## [Provided information]

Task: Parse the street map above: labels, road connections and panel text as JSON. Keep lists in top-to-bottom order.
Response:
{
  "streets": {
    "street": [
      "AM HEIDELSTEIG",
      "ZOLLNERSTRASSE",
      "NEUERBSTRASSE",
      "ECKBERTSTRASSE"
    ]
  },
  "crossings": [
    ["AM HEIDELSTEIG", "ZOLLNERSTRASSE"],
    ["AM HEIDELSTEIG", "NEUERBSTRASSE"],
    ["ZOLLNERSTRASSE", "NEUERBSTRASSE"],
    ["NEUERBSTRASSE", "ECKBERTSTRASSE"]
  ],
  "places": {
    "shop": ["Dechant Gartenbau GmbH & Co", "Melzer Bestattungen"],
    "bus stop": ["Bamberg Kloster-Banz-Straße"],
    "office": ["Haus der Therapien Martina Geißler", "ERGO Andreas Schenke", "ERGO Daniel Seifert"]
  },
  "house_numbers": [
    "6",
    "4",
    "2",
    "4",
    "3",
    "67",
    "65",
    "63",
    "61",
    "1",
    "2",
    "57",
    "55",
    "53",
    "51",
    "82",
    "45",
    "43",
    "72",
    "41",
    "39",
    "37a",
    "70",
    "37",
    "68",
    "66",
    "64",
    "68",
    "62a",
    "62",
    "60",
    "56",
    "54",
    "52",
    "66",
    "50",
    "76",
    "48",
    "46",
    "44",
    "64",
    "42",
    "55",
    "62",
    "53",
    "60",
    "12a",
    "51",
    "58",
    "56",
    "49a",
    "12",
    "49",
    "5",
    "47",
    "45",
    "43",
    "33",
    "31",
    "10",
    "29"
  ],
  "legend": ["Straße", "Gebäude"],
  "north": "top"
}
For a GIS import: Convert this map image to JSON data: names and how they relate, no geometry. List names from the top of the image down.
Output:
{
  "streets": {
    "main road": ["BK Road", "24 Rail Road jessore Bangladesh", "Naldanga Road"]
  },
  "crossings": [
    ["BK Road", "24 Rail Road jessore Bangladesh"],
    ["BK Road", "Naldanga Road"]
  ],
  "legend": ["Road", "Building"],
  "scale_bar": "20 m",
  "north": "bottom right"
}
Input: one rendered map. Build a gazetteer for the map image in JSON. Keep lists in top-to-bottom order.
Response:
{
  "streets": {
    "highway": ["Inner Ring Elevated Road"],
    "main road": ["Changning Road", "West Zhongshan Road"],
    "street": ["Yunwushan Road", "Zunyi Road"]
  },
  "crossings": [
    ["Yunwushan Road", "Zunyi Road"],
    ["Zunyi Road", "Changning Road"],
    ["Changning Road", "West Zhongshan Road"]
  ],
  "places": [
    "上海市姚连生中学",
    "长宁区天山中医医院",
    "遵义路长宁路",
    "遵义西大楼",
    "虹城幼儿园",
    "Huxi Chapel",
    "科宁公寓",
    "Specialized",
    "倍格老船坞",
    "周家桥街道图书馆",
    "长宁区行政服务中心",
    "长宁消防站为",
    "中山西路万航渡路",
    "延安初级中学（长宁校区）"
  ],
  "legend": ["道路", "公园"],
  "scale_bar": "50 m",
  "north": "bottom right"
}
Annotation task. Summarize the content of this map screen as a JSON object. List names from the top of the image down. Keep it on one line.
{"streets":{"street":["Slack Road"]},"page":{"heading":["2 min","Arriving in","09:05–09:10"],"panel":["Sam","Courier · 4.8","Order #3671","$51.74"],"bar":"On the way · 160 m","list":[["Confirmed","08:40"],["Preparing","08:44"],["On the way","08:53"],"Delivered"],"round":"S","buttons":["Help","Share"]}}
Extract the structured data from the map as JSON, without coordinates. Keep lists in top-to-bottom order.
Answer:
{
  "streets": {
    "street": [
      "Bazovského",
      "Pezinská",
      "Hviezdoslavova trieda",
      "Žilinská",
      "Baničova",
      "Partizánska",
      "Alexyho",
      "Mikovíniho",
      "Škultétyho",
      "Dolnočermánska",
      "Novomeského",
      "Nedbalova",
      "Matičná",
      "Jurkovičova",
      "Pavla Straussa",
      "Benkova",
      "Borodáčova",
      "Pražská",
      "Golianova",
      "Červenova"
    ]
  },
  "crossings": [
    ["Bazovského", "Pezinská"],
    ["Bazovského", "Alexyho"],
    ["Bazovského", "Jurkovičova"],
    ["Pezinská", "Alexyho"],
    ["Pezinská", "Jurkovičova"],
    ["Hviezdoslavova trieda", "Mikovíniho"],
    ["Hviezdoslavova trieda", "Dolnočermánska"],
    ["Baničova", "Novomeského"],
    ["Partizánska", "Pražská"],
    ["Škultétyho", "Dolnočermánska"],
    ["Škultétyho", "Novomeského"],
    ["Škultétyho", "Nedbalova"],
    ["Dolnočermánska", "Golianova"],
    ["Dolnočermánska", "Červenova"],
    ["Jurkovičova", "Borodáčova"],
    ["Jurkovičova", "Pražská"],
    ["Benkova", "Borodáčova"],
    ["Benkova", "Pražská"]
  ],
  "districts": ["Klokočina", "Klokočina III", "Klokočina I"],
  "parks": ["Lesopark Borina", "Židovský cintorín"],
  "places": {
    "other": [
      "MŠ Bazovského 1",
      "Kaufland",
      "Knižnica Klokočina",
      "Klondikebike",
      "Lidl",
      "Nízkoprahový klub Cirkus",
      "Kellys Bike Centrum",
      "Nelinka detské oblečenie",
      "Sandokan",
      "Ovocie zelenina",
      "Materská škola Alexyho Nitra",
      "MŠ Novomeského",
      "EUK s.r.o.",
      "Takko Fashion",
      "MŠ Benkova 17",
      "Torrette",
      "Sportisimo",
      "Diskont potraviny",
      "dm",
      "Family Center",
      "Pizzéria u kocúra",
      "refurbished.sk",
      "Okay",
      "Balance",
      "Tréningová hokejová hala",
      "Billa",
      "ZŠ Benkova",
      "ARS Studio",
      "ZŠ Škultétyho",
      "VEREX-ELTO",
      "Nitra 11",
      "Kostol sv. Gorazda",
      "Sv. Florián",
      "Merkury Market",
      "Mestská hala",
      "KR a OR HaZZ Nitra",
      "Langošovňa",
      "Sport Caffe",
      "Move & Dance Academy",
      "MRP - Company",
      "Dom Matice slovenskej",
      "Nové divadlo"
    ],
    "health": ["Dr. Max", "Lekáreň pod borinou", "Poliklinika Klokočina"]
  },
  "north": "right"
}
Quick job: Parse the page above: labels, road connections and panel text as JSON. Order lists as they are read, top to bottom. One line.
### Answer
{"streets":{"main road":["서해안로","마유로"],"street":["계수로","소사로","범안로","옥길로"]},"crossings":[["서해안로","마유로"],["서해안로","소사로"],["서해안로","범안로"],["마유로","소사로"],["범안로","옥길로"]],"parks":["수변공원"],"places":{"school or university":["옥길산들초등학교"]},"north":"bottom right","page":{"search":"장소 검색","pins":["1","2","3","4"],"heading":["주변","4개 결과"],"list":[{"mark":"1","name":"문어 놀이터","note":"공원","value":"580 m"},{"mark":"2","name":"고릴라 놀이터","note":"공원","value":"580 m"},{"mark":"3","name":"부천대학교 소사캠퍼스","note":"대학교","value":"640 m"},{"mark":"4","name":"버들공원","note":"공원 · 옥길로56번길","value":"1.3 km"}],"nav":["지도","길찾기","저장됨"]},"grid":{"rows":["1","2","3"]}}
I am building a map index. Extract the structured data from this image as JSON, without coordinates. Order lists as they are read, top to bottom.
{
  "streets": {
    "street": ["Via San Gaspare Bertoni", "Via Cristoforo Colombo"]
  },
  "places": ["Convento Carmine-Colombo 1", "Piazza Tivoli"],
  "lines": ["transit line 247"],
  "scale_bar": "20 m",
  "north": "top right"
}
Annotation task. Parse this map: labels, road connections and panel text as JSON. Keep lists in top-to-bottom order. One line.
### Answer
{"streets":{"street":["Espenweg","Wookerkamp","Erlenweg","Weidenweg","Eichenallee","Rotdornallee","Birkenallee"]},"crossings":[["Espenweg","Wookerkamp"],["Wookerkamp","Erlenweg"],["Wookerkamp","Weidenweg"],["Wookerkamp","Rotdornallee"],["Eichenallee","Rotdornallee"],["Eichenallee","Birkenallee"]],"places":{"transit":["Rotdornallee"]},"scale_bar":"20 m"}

## [Assignment]
Starting with the line that contains "Annotation task. Parse", output every line through the end of the listing above, unchanged.

## [Task result]
Annotation task. Parse this map: labels, road connections and panel text as JSON. Keep lists in top-to-bottom order. One line.
### Answer
{"streets":{"street":["Espenweg","Wookerkamp","Erlenweg","Weidenweg","Eichenallee","Rotdornallee","Birkenallee"]},"crossings":[["Espenweg","Wookerkamp"],["Wookerkamp","Erlenweg"],["Wookerkamp","Weidenweg"],["Wookerkamp","Rotdornallee"],["Eichenallee","Rotdornallee"],["Eichenallee","Birkenallee"]],"places":{"transit":["Rotdornallee"]},"scale_bar":"20 m"}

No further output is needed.